# WHAT YOU ARE ASKED TO DO
Would you please reproduce all the entries word for word, minus the pictures?

# DATA EXCERPTS
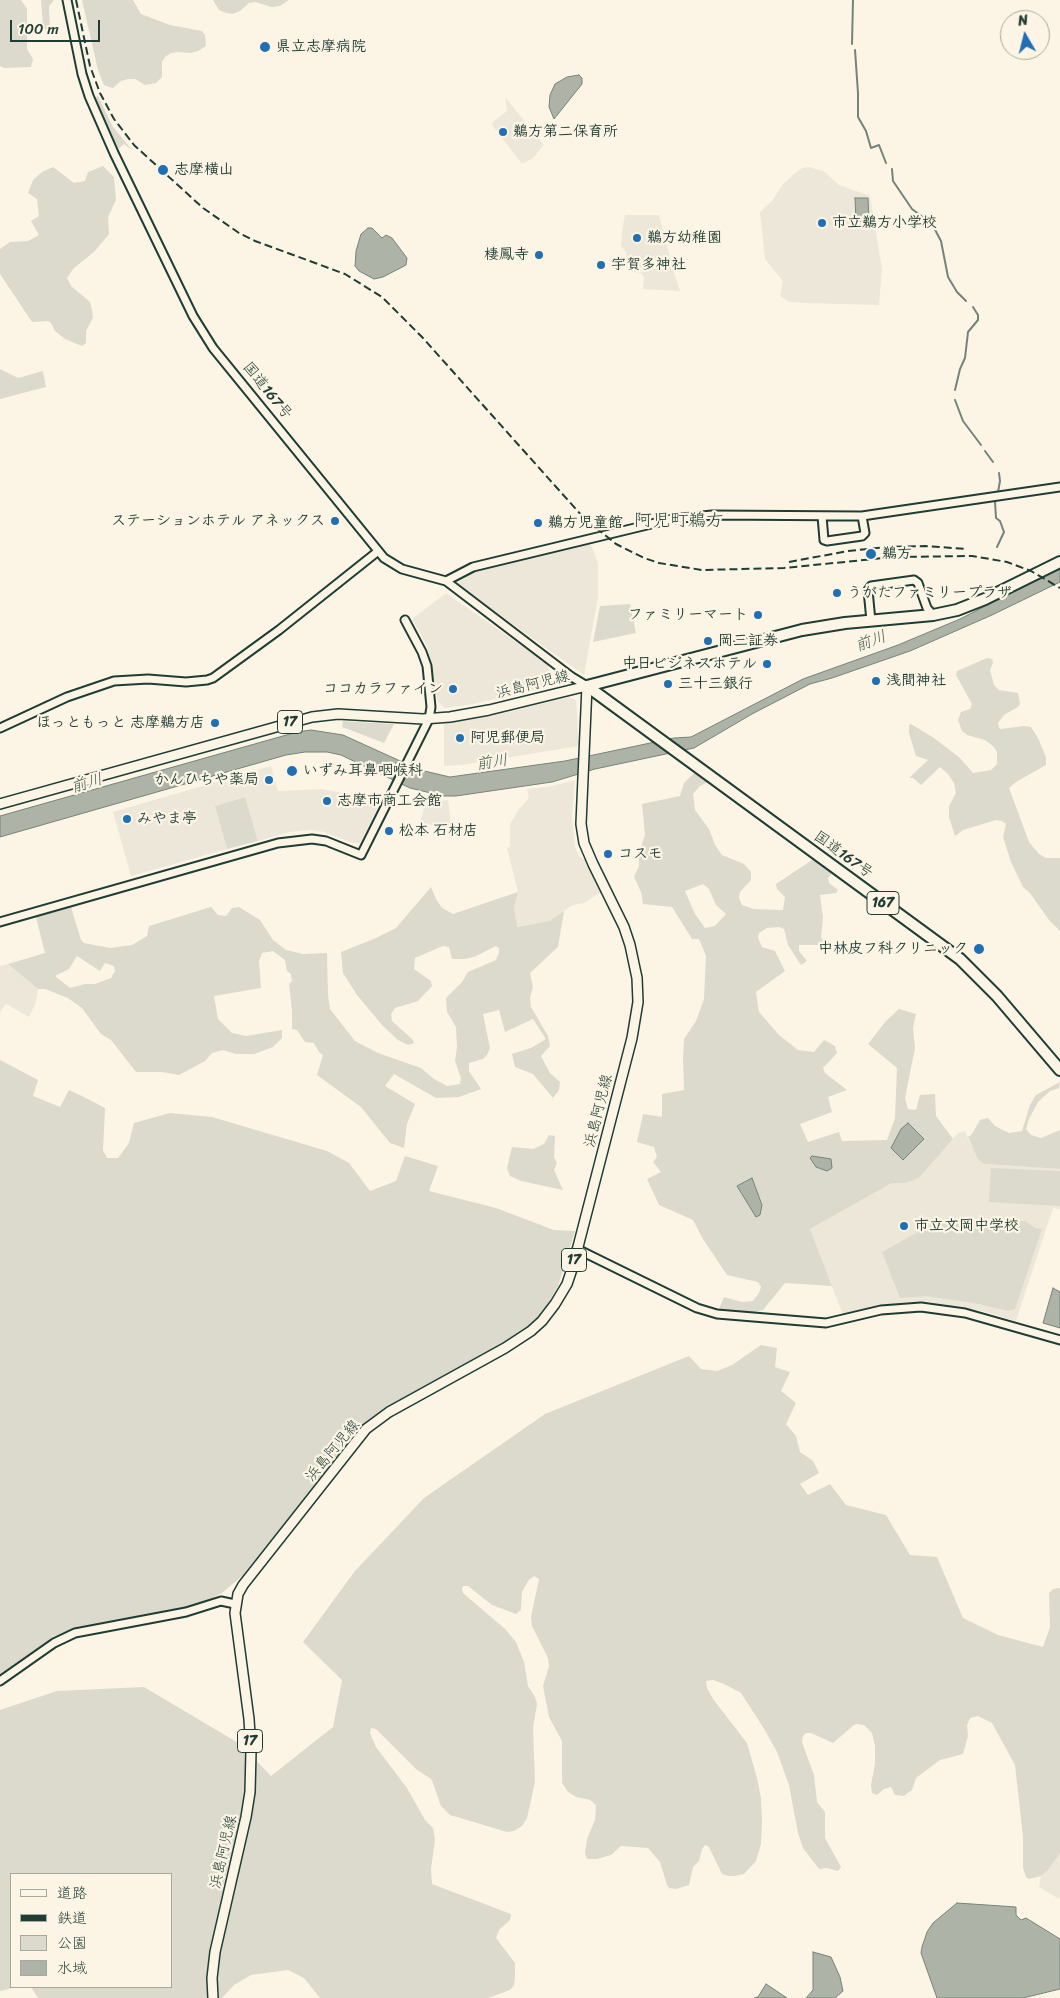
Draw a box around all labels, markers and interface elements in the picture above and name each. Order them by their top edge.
text: N [1016,8,1030,34]
scale bar [12,10,102,42]
north arrow [1000,10,1050,60]
text: 100 m [18,16,59,42]
place label: 県立志摩病院 [276,38,366,56]
marker: 県立志摩病院 [258,40,272,54]
place label: 鵜方第二保育所 [513,123,618,141]
marker: 鵜方第二保育所 [497,126,509,138]
place label: 志摩横山 [174,161,234,179]
marker: 志摩横山 [156,163,170,177]
place label: 市立鵜方小学校 [832,214,937,232]
marker: 市立鵜方小学校 [816,217,828,229]
place label: 鵜方幼稚園 [647,229,722,247]
marker: 鵜方幼稚園 [631,232,643,244]
place label: 棲鳳寺 [484,246,529,264]
marker: 棲鳳寺 [533,249,545,261]
place label: 宇賀多神社 [611,256,686,274]
marker: 宇賀多神社 [595,259,607,271]
street label: 国道167号 [238,359,296,423]
district label: 阿児町鵜方 [634,510,724,532]
place label: ステーションホテル アネックス [111,512,325,530]
place label: 鵜方児童館 [548,514,623,532]
marker: ステーションホテル アネックス [329,515,341,527]
marker: 鵜方児童館 [532,517,544,529]
place label: 鵜方 [882,545,912,563]
marker: 鵜方 [864,547,878,561]
place label: うがたファミリープラザ [847,584,1012,602]
marker: うがたファミリープラザ [831,587,843,599]
place label: ファミリーマート [628,606,748,624]
marker: ファミリーマート [752,609,764,621]
water label: 前川 [853,628,889,656]
place label: 岡三証券 [718,632,778,650]
marker: 岡三証券 [702,635,714,647]
place label: 中日ビジネスホテル [622,655,757,673]
marker: 中日ビジネスホテル [761,658,773,670]
street label: 浜島阿児線 [494,667,572,703]
place label: 浅間神社 [886,672,946,690]
place label: 三十三銀行 [678,675,753,693]
marker: 浅間神社 [870,675,882,687]
marker: 三十三銀行 [662,678,674,690]
place label: ココカラファイン [323,680,443,698]
marker: ココカラファイン [447,683,459,695]
road number: 17 [278,710,302,734]
place label: ほっともっと 志摩鵜方店 [36,714,205,732]
marker: ほっともっと 志摩鵜方店 [209,717,221,729]
place label: 阿児郵便局 [470,729,545,747]
marker: 阿児郵便局 [454,732,466,744]
water label: 前川 [475,751,509,775]
place label: いずみ耳鼻咽喉科 [303,762,423,780]
marker: いずみ耳鼻咽喉科 [285,764,299,778]
water label: 前川 [69,770,105,798]
place label: かんひちや薬局 [154,771,259,789]
marker: かんひちや薬局 [263,774,275,786]
place label: 志摩市商工会館 [337,792,442,810]
marker: 志摩市商工会館 [321,795,333,807]
place label: みやま亭 [137,810,197,828]
marker: みやま亭 [121,813,133,825]
place label: 松本 石材店 [399,822,478,840]
marker: 松本 石材店 [383,825,395,837]
street label: 国道167号 [810,828,876,882]
place label: コスモ [618,845,663,863]
marker: コスモ [602,848,614,860]
road number: 167 [867,891,899,914]
place label: 中林皮フ科クリニック [818,940,968,958]
marker: 中林皮フ科クリニック [972,942,986,956]
street label: 浜島阿児線 [581,1072,617,1150]
place label: 市立文岡中学校 [914,1217,1019,1235]
marker: 市立文岡中学校 [898,1220,910,1232]
road number: 17 [562,1248,586,1272]
street label: 浜島阿児線 [302,1416,364,1486]
road number: 17 [238,1730,262,1752]
street label: 浜島阿児線 [207,1813,241,1891]
legend [10,1873,172,1988]
text: 道路 [57,1880,87,1906]
text: 鉄道 [57,1905,87,1931]
text: 公園 [57,1930,87,1956]
text: 水域 [57,1955,87,1981]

# ANSWER SECTION
Draw a box around all labels, markers and interface elements in the picture above and name each. Order them by their top edge.
text: N [1016,8,1030,34]
scale bar [12,10,102,42]
north arrow [1000,10,1050,60]
text: 100 m [18,16,59,42]
place label: 県立志摩病院 [276,38,366,56]
marker: 県立志摩病院 [258,40,272,54]
place label: 鵜方第二保育所 [513,123,618,141]
marker: 鵜方第二保育所 [497,126,509,138]
place label: 志摩横山 [174,161,234,179]
marker: 志摩横山 [156,163,170,177]
place label: 市立鵜方小学校 [832,214,937,232]
marker: 市立鵜方小学校 [816,217,828,229]
place label: 鵜方幼稚園 [647,229,722,247]
marker: 鵜方幼稚園 [631,232,643,244]
place label: 棲鳳寺 [484,246,529,264]
marker: 棲鳳寺 [533,249,545,261]
place label: 宇賀多神社 [611,256,686,274]
marker: 宇賀多神社 [595,259,607,271]
street label: 国道167号 [238,359,296,423]
district label: 阿児町鵜方 [634,510,724,532]
place label: ステーションホテル アネックス [111,512,325,530]
place label: 鵜方児童館 [548,514,623,532]
marker: ステーションホテル アネックス [329,515,341,527]
marker: 鵜方児童館 [532,517,544,529]
place label: 鵜方 [882,545,912,563]
marker: 鵜方 [864,547,878,561]
place label: うがたファミリープラザ [847,584,1012,602]
marker: うがたファミリープラザ [831,587,843,599]
place label: ファミリーマート [628,606,748,624]
marker: ファミリーマート [752,609,764,621]
water label: 前川 [853,628,889,656]
place label: 岡三証券 [718,632,778,650]
marker: 岡三証券 [702,635,714,647]
place label: 中日ビジネスホテル [622,655,757,673]
marker: 中日ビジネスホテル [761,658,773,670]
street label: 浜島阿児線 [494,667,572,703]
place label: 浅間神社 [886,672,946,690]
place label: 三十三銀行 [678,675,753,693]
marker: 浅間神社 [870,675,882,687]
marker: 三十三銀行 [662,678,674,690]
place label: ココカラファイン [323,680,443,698]
marker: ココカラファイン [447,683,459,695]
road number: 17 [278,710,302,734]
place label: ほっともっと 志摩鵜方店 [36,714,205,732]
marker: ほっともっと 志摩鵜方店 [209,717,221,729]
place label: 阿児郵便局 [470,729,545,747]
marker: 阿児郵便局 [454,732,466,744]
water label: 前川 [475,751,509,775]
place label: いずみ耳鼻咽喉科 [303,762,423,780]
marker: いずみ耳鼻咽喉科 [285,764,299,778]
water label: 前川 [69,770,105,798]
place label: かんひちや薬局 [154,771,259,789]
marker: かんひちや薬局 [263,774,275,786]
place label: 志摩市商工会館 [337,792,442,810]
marker: 志摩市商工会館 [321,795,333,807]
place label: みやま亭 [137,810,197,828]
marker: みやま亭 [121,813,133,825]
place label: 松本 石材店 [399,822,478,840]
marker: 松本 石材店 [383,825,395,837]
street label: 国道167号 [810,828,876,882]
place label: コスモ [618,845,663,863]
marker: コスモ [602,848,614,860]
road number: 167 [867,891,899,914]
place label: 中林皮フ科クリニック [818,940,968,958]
marker: 中林皮フ科クリニック [972,942,986,956]
street label: 浜島阿児線 [581,1072,617,1150]
place label: 市立文岡中学校 [914,1217,1019,1235]
marker: 市立文岡中学校 [898,1220,910,1232]
road number: 17 [562,1248,586,1272]
street label: 浜島阿児線 [302,1416,364,1486]
road number: 17 [238,1730,262,1752]
street label: 浜島阿児線 [207,1813,241,1891]
legend [10,1873,172,1988]
text: 道路 [57,1880,87,1906]
text: 鉄道 [57,1905,87,1931]
text: 公園 [57,1930,87,1956]
text: 水域 [57,1955,87,1981]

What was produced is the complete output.